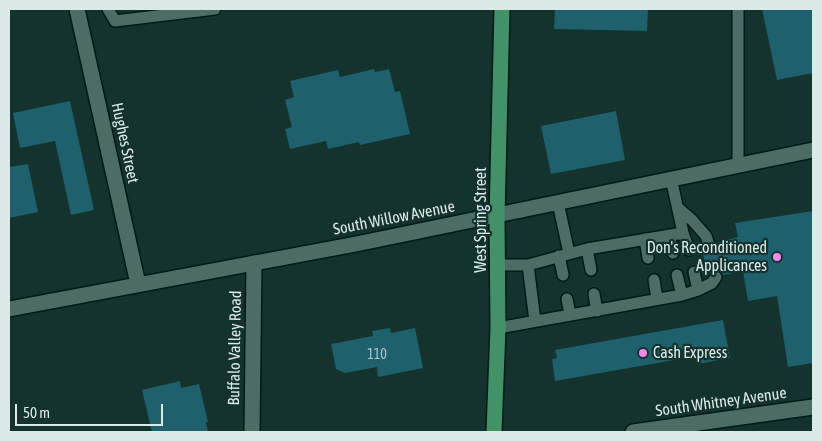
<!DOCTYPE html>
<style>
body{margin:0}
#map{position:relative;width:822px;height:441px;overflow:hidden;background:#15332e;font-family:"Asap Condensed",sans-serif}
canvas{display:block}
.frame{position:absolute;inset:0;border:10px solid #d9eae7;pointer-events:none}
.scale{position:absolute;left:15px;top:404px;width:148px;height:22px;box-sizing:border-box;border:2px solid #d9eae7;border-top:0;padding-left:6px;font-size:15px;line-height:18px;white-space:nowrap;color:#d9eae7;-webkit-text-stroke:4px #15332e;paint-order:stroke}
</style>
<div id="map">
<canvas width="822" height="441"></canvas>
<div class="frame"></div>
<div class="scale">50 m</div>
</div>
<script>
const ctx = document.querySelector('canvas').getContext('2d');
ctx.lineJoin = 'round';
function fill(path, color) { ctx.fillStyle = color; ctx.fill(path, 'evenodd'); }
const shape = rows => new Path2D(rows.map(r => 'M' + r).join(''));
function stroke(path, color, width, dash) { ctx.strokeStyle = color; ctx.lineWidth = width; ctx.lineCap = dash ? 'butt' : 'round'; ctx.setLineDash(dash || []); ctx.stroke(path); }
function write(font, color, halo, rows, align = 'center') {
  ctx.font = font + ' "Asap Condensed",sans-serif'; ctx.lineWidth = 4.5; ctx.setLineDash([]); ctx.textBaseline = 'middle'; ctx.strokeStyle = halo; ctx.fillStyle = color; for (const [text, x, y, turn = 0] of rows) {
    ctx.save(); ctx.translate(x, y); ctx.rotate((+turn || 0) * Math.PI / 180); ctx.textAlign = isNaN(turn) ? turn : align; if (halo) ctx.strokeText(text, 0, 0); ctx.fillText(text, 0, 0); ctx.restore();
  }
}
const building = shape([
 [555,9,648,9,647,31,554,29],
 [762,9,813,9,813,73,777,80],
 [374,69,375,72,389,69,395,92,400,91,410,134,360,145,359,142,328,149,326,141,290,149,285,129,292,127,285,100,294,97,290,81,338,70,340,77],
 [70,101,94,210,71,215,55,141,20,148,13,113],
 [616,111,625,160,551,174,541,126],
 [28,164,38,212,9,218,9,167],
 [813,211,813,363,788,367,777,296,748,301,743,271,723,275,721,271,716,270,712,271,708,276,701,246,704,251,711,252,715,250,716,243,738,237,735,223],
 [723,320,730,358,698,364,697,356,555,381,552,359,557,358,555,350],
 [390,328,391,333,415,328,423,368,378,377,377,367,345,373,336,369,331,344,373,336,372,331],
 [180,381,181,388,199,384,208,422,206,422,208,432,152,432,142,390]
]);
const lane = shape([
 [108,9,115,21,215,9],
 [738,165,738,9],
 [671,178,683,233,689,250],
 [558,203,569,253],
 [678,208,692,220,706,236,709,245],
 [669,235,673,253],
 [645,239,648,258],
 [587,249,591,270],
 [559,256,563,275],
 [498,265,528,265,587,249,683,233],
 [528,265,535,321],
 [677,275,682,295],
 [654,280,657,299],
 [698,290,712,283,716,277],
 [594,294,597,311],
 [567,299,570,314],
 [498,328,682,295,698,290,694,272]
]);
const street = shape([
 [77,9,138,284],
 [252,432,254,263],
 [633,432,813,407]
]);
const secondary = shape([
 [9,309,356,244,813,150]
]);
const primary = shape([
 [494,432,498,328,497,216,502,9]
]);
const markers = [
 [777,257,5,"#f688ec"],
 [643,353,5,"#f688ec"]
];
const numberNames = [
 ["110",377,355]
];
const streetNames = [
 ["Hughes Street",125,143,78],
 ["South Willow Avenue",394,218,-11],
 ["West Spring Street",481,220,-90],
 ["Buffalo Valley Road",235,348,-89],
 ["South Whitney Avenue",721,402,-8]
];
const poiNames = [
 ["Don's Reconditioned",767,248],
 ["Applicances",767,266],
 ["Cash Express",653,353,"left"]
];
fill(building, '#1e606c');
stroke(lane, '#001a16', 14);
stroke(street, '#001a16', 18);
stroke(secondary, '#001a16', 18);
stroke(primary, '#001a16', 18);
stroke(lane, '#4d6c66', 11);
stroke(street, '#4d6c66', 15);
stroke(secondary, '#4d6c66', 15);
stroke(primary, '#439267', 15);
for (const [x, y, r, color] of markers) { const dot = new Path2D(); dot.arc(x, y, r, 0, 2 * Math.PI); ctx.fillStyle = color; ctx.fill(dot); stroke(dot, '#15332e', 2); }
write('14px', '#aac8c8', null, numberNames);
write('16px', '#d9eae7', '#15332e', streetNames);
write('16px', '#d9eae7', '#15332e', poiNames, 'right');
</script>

——————————

§ WHAT THE TASK REQUIRES: The answer must consist of every line from the listing above that includes the word "primary".

§ WRITTEN ANSWER:
const primary = shape([
stroke(primary, '#001a16', 18);
stroke(primary, '#439267', 15);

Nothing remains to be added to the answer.